TASK ->
For every line in the entries that contains "then", show the whole line.

RECORDS TO USE ->
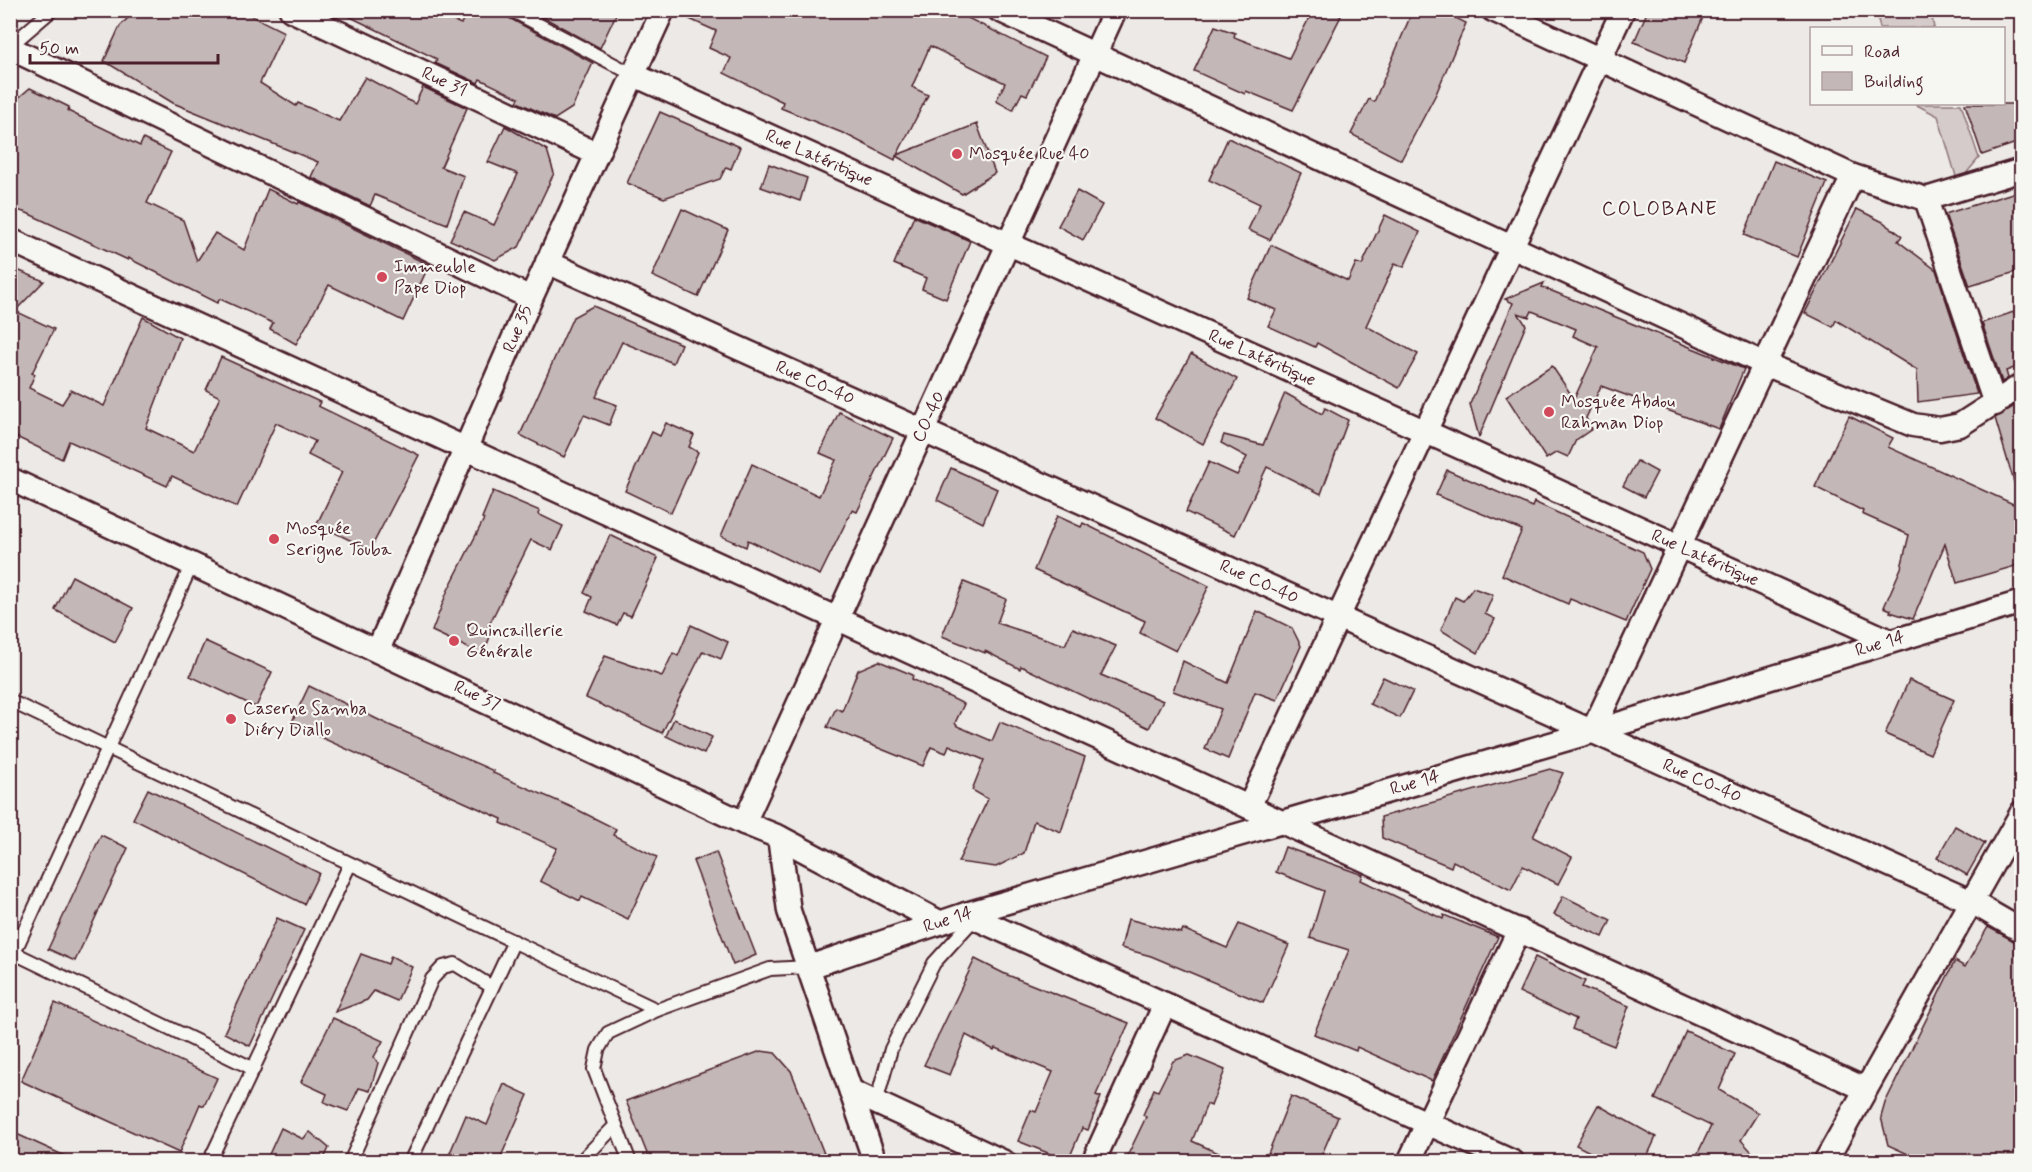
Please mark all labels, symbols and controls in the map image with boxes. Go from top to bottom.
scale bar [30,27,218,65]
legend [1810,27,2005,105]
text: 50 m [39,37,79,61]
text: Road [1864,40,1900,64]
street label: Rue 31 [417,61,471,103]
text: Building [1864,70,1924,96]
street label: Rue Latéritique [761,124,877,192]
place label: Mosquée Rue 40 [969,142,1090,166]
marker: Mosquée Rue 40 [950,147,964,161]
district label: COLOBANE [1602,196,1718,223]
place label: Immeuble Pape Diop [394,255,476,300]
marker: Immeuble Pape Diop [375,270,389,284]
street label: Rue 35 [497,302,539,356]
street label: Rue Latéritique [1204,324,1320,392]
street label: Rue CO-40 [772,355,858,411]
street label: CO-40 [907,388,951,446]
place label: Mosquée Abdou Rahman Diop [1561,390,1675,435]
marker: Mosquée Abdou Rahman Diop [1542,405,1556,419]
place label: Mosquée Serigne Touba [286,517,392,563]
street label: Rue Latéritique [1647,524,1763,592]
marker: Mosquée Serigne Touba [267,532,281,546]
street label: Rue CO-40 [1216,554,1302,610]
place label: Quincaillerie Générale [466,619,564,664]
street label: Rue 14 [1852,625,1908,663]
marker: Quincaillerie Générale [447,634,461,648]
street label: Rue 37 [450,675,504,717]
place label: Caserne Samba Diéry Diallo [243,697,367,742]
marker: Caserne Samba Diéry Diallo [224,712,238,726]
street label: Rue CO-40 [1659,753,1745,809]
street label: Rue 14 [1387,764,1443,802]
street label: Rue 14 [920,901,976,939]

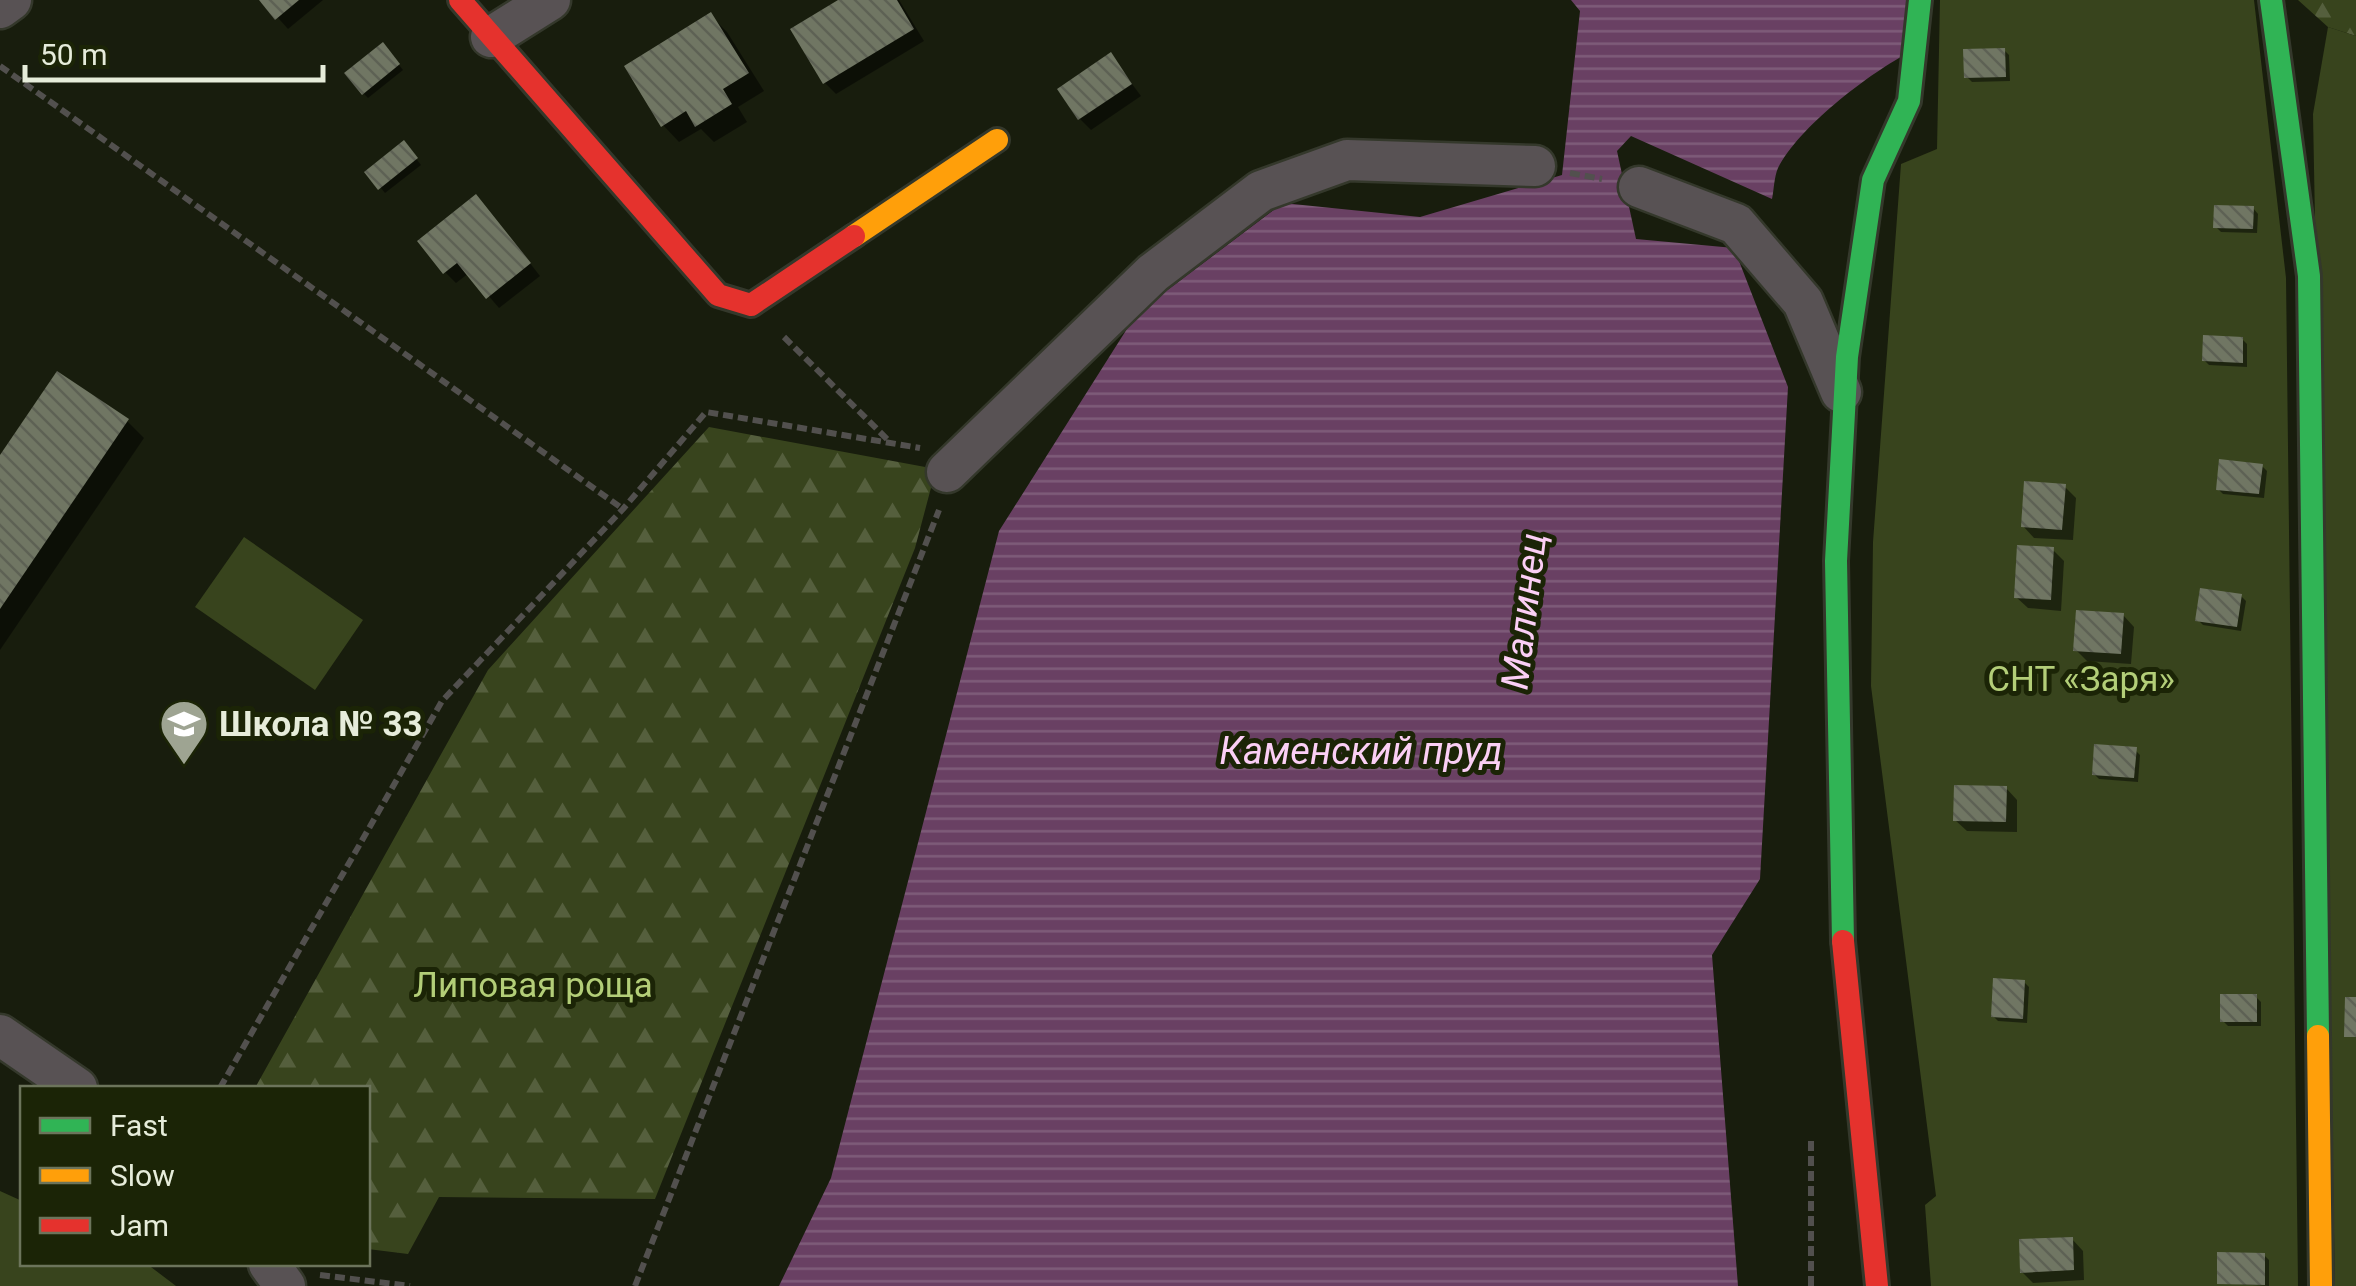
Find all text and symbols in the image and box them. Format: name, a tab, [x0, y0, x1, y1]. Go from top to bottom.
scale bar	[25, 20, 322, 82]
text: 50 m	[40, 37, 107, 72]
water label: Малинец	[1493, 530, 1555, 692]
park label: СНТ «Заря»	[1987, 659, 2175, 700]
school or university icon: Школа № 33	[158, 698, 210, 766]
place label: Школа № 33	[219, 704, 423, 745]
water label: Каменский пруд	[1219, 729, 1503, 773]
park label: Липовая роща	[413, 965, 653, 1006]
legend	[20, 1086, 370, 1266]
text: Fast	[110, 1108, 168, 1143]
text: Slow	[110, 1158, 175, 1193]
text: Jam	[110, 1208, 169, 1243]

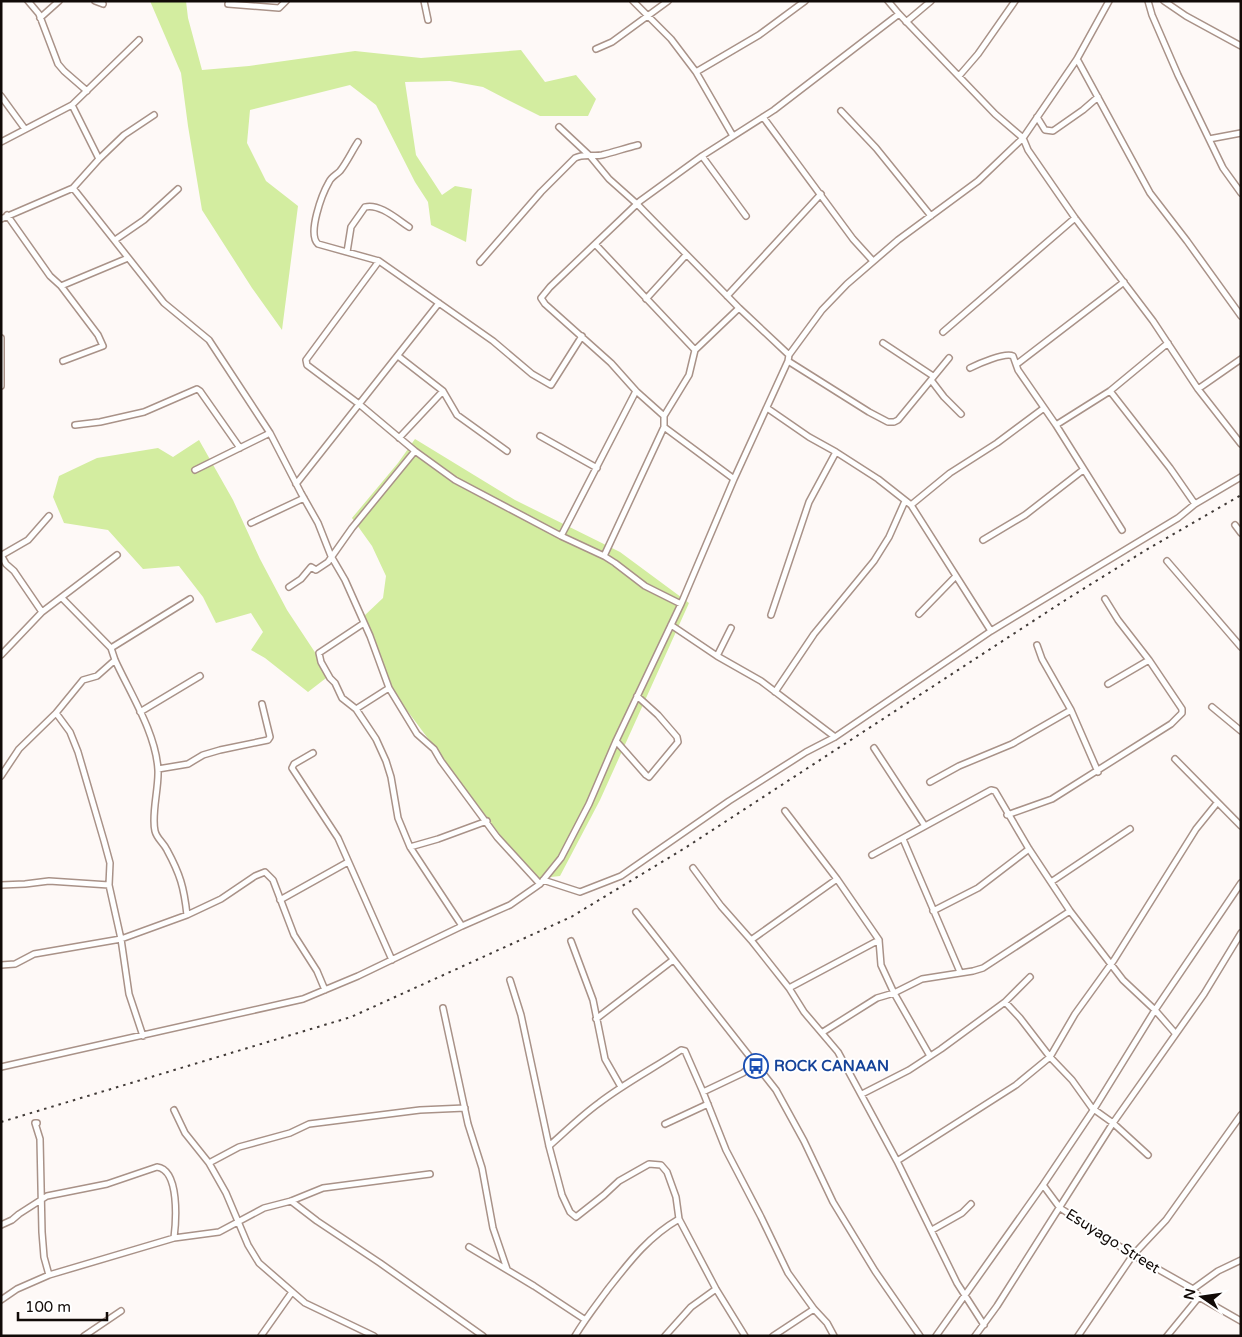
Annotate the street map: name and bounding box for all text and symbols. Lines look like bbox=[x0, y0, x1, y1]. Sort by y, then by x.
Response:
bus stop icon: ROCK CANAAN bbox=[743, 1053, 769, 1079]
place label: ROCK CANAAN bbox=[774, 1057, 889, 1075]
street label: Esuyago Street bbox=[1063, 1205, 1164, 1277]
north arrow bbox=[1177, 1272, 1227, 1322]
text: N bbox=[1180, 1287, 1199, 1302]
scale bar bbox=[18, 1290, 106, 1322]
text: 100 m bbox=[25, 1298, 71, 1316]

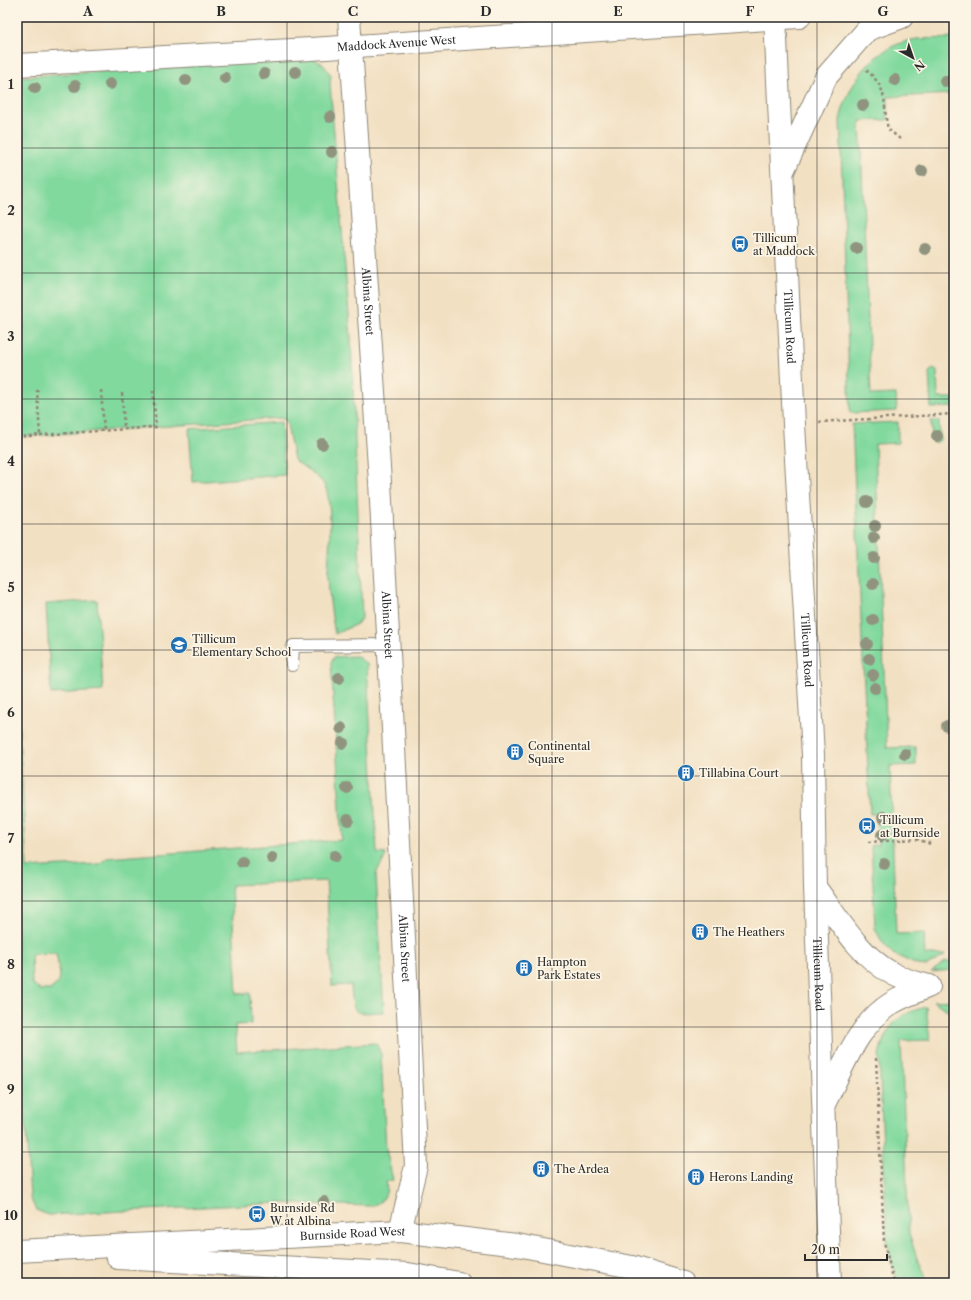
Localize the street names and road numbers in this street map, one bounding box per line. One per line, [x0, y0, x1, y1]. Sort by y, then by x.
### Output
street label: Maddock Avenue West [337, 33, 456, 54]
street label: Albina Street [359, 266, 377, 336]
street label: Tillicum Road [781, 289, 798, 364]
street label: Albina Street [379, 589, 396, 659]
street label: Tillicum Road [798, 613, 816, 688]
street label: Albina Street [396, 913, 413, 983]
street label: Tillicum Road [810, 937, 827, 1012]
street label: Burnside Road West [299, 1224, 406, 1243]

RESPONSE AREA ->
Annotate the street map: name and bounding box for all text and symbols. Lines look like bbox=[x0, y0, x1, y1]. Sort by y, then by x.
Localize the street names and road numbers in this street map, one bounding box per line. One per line, [x0, y0, x1, y1]. Sort by y, then by x.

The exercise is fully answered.